Part of the problem is that word "impeachment." It sounds so serious and majestic and at the same time tasty, like a metaphor in a poem by T.S. Eliot. As Ms. Monica S. Lewinsky remarked of Walt Whitman's work, it's meant to be savored and rolled on the tongue like a good cigar, a pleasure that many home-grown Republicans are enjoying as the election heaves into view. (And incidentally, don't you just love it that Kenneth W. Starr always refers to her as "Ms. Lewinsky"? He's so respectful of women.)

Given the congressional proclivity for calling a spade a garden implement, they'd probably feel more comfortable with renaming it "downsizing." (And doesn't Al Gore seem smaller than Clinton? Especially recently, when he's been doing his Incredible Shrinking Man impression in order to escape being tarred with the same cigar.)

Of course, you know that somewhere some uber-Republican alpha wolf is slavering at the concept of throwing Clinton out and then having a go at Gore for phoning Chinese people illegally from the White House, or whatever it is that he's supposed to have done. (No, Virginia, you can't impeach people for running up long-distance bills, so go ahead and make all the 900 calls you want from Daddy's phone, dear.) Which would leave us with what, President Trent Lott? I'm confused. Maybe Al Haig could be convinced to come back and take charge.

The Hollywood equivalent is usually called being offered an independent production deal. And it usually comes with a golden parachute--in Mike Ovitz's case, $80 million. So cheer up, Bill, if you take that job with DreamWorks and it doesn't pan out, you won't have to feel this kind of pain a second time, plus you'll do a lot better than you would by scrimping along on your memoirs and a few lecture tours. And you might could need a few extra simoleons for the divorce settlement--I'm not saying definitely, just in case those feminists get hold of Hillary again.
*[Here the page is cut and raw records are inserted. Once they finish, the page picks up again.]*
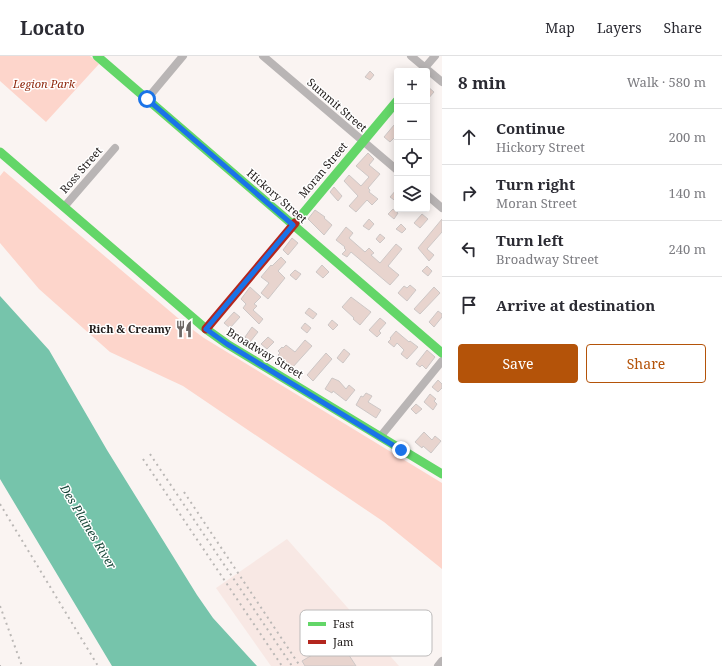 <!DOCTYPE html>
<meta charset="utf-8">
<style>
body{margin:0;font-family:"Noto Serif",serif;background:#f2f2f3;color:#2b2b33}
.controls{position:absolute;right:12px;top:12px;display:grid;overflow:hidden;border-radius:4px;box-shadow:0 2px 10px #0003}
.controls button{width:36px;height:36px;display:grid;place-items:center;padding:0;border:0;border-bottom:1px solid #e1e1e2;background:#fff;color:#2b2b33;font:20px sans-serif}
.stop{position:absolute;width:12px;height:12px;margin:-9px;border:3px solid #1a73e8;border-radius:50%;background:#fff}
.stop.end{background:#1a73e8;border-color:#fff;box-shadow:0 1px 4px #0008}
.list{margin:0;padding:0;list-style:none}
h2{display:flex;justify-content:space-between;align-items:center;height:52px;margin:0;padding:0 16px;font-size:17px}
h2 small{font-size:13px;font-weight:400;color:#7c7c81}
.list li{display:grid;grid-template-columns:26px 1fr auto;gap:12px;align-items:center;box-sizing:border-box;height:56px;padding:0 16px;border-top:1px solid #e1e1e2}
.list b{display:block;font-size:15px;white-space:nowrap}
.list p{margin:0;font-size:13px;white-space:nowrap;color:#7c7c81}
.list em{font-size:13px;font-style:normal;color:#7c7c81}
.actions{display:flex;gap:8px;padding:12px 16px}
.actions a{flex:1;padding:9px 0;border:1px solid #b45309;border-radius:4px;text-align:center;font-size:14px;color:#b45309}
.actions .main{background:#b45309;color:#fff}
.icon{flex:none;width:22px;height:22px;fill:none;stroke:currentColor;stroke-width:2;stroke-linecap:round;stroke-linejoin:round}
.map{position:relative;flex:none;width:442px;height:610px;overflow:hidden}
header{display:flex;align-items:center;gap:24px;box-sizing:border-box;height:56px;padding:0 20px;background:#fff;border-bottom:1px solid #e1e1e2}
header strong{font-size:19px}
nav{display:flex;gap:22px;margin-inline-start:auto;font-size:14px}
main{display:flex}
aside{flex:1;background:#fff}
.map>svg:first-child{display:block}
.built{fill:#f8e8e4}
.green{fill:#fdd5cb}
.water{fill:#76c4ab}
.building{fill:#e8d4ce;stroke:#cdc7c6}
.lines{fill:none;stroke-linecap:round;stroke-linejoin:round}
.street{stroke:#b9b5b5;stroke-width:8}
.fast{stroke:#63d668;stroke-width:9}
.jam{stroke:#b3261e;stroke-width:9}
.rail{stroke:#bbb8b6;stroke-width:2;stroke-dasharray:2 4;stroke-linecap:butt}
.route{stroke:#1a73e8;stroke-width:5}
.labels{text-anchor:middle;stroke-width:3;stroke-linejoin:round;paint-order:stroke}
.park-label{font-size:11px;font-style:italic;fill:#8e250a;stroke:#fff}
.street-label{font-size:11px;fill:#1e1918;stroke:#fff}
.poi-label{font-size:11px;font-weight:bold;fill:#1e1918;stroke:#fff;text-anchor:end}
.water-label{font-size:12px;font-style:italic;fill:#184739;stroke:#fff}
.key{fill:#fff;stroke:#bcbaba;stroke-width:1}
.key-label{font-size:11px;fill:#1e1918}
</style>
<header>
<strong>Locato</strong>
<nav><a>Map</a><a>Layers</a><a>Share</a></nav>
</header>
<main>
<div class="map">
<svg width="442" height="610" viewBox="0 0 442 610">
<rect width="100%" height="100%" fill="#faf4f2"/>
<path class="built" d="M287,483l112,127h-128l-55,-78z"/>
<path class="green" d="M0,0h90l9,8 -53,58 -46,-41z
M4,115l181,153 19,14 238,145v86l-58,-47 -201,-136 -73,-34 -71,-63 -39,-46v-67z"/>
<path class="water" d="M0,240l49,54 58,100 90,145 16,23 44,48h-145l-112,-187z"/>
<path class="building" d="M370,15l4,4 -4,5 -5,-3z
M427,30l7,6 -7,8z
M394,69l3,2v8l-7,7 -6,-5z
M368,97l6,6 -5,6 11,9 -12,14 2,2 -1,2 9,7 -6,6 -5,-5 -11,12 -7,-6 9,-10 -14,-15 5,-6 12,11 8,-9 -13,-11z
M334,131l8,9 -4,5 -8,-9z
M397,133v13l-7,-5z
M393,153l5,4 -4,6 -6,-5z
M315,154l10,7 -1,1 8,7 -8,10 -16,-16z
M422,158l6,5 -8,9 -6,-5z
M369,163l5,5 -5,6 -6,-4z
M442,163v13l-15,17 7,6 -5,6 -11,-13z
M401,168l5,5 -4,4 -6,-4z
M346,171l7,6 -4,5 16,14 4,-4 5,5 -3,2 9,8 16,-19 6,5 -14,17 11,9 -9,10 -39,-33 -4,5 -5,-3 4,-4 -2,-2 1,-1 -9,-7z
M380,178l5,4 -5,5 -4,-4z
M292,182l6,5 -10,12 -5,-5z
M281,201l5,5 -8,9 7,7 -17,21 -7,-6 8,-10 -8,-6 10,-12 1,1z
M322,209l7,7 -6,6 -7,-6z
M427,210l5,5 -4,5 -6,-5z
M295,214l6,4 -5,6 -6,-5z
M410,229l6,5 -9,11 -9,-8 6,-7 3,2z
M250,231l11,10 -7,7 3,2 -4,4 10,9 -4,5 -16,-16 3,-4 -5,-5z
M434,231l6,6 -20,21 -6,-5z
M351,241l20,15 -11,13 -7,-6 1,-1 -12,-11z
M309,252l8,6 -4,5 -8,-6z
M438,255l4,3v3l-8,10 -5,-5z
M234,256l6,5 -10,11 -6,-5z
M380,262l6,5 -7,8 2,2 -4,4 -8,-7z
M332,264l6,5 -5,5 -5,-5z
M305,267l6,5 -4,5 -6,-5z
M252,271l6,5 -8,10 -5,-5z
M396,275l13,11 1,-1 8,6 -11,12 -6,-5 3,-4 -7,-7 -3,4 -6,-5 3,-3 -1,-1z
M268,281l6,5 -7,7 -6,-5z
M305,284l7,6 -20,22 -14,-13 2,-2 -2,-2 4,-4 1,1 3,-3 9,7z
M344,293l6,5 -7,9 -6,-5z
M427,294l8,7 -9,12 -4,-4 -2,2 -4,-3z
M326,297l6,6 -19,22 -6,-6z
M332,322l7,3 7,8 3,-4 6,5 -9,11 -13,-10 -1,2 -7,-4z
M438,324l4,4v4l-4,4 -6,-5z
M366,337l6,3 -4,6 13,8 -5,8 -20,-13 5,-9 2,1z
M430,338l6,5 -2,2 3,3 -4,6 -9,-8z
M416,348l6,5 -6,5 -5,-5z
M424,376l8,8 3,-4 6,5 -10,12 -8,-7 -1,2 -7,-6z
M325,562l31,48h-51l-3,-5 17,-10 -3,-4 8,-5 -11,-16z"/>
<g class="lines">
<path class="street" d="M263,0l134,114
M411,0l31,26
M422,15l13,-15
M147,43l36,-43
M427,139l15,13
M64,151l51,-59
M380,381l62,-76
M438,610l4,-5"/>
<path class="fast" d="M97,0l345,297
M0,96l206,177 21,15 215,130
M295,167l102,-122"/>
<path class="jam" d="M206,273l89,-106"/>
<path class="rail" d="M150,398l142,212
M143,403l139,207
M184,436l116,174
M0,448l98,162
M0,550l22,60
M0,609v1"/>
</g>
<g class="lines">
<path class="route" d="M147,43l146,126 -87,104 21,15 174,106"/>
</g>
<defs>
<g id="restaurant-bare" transform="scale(1.38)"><path d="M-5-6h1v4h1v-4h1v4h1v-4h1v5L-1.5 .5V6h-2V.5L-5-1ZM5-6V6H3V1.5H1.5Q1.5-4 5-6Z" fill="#6b6664" stroke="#fff" stroke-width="2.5" paint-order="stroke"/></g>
</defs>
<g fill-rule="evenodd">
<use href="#restaurant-bare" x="184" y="273"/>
</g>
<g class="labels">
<g class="park-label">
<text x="44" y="32">Legion Park</text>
</g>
<g class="street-label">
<text transform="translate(337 49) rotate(41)" y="4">Summit Street</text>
<text transform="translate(81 114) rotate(-49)" y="4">Ross Street</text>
<text transform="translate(323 114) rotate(-50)" y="4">Moran Street</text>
<text transform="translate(277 140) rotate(41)" y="4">Hickory Street</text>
<text transform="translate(265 297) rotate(31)" y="4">Broadway Street</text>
</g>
<g class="poi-label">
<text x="171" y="277">Rich &amp; Creamy</text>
</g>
<g class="water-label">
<text transform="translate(88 471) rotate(59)" y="4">Des Plaines River</text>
</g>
</g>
<rect x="300" y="554" width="132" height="46" rx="6" class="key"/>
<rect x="308" y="566" width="18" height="4" fill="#63d668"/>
<rect x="308" y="584" width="18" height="4" fill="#b3261e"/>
<g class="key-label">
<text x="333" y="572">Fast</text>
<text x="333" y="590">Jam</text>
</g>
</svg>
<div class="controls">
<button>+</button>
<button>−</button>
<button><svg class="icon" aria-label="locate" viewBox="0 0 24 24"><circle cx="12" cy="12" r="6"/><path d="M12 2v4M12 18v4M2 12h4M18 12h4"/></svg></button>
<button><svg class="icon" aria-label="layers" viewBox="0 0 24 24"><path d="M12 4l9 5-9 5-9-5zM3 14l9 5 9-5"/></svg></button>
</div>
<div class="stop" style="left:147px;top:43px"></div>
<div class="stop end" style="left:401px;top:394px"></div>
</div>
<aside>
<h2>8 min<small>Walk · 580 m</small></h2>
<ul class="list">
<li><svg class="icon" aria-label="ahead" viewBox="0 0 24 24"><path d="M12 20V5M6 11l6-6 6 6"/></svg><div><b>Continue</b><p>Hickory Street</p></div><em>200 m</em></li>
<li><svg class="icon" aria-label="right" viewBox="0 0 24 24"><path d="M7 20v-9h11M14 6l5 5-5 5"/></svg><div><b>Turn right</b><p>Moran Street</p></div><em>140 m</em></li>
<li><svg class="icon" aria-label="left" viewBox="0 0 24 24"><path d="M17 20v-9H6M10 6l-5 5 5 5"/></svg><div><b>Turn left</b><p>Broadway Street</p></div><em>240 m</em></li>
<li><svg class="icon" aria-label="arrive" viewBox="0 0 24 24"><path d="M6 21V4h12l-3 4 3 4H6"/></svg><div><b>Arrive at destination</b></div></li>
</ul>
<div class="actions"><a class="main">Save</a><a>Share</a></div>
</aside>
</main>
Meanwhile, with that keen journalistic instinct to compare and contrast, honed on many a slow news day, pundits and mediapersons such as myself (I'm trying for certification as a pundit, but the training course is brutal--it involves actually paying attention to Michael Kinsley as well as keeping a straight face while contemplating Ted Koppel's hair for a full two minutes) are impelled to find Nixonian parallels. (Finding parallels with Andrew Johnson is the kind of thing people only do on the Internet, so relax. Smoke em' if you've got 'em.)

At first, it seems a rich vein to mine. Provided your sense of irony is on a par with Alanis Morissette's, it's even ironic.

* Nixon's henchmen were caught breaking into Democratic headquarters at the Watergate apartment complex, while Monica Lewinsky, amazingly enough, lived at the Watergate!

* Nixon had a gap in the tapes, while Monica wore a dress from the Gap!

* Nixon made Henry Kissinger go down on his knees to pray, while Clinton made Monica go down on her knees without kissing her.

* The people who carried out dirty tricks for Nixon were known as the Plumbers, while Clinton used the White House plumbing when he got dirty after--oh, never mind.

* The names Nixon and Clinton both end with the letter "n"! Nixon pulled out of Vietnam, while Clinton--well, you figure it out. I'm feeling a little queasy all of a sudden.

Fact is, there are absolutely no parallels between what Nixon did to get himself booted out of office and what Clinton has done. Any more than there were any parallels between Rodney King and O.J. Simpson. But there is a very basic human rule, taught to me at the knee of my old Scottish aunt. And that is, tit for tat. (And no, I am not trying to make a very bad pun.)

To put it in the language of that troublesome decade when all this got started, the '60s, what comes around goes around. And it's the Democrats' turn in the barrel. Too bad for President Clinton. Too bad for the country. (Doesn't Congress have anything else to do, like being wined and dined by lobbyists or something?) But sunny days for us pundits and pundits-in-training.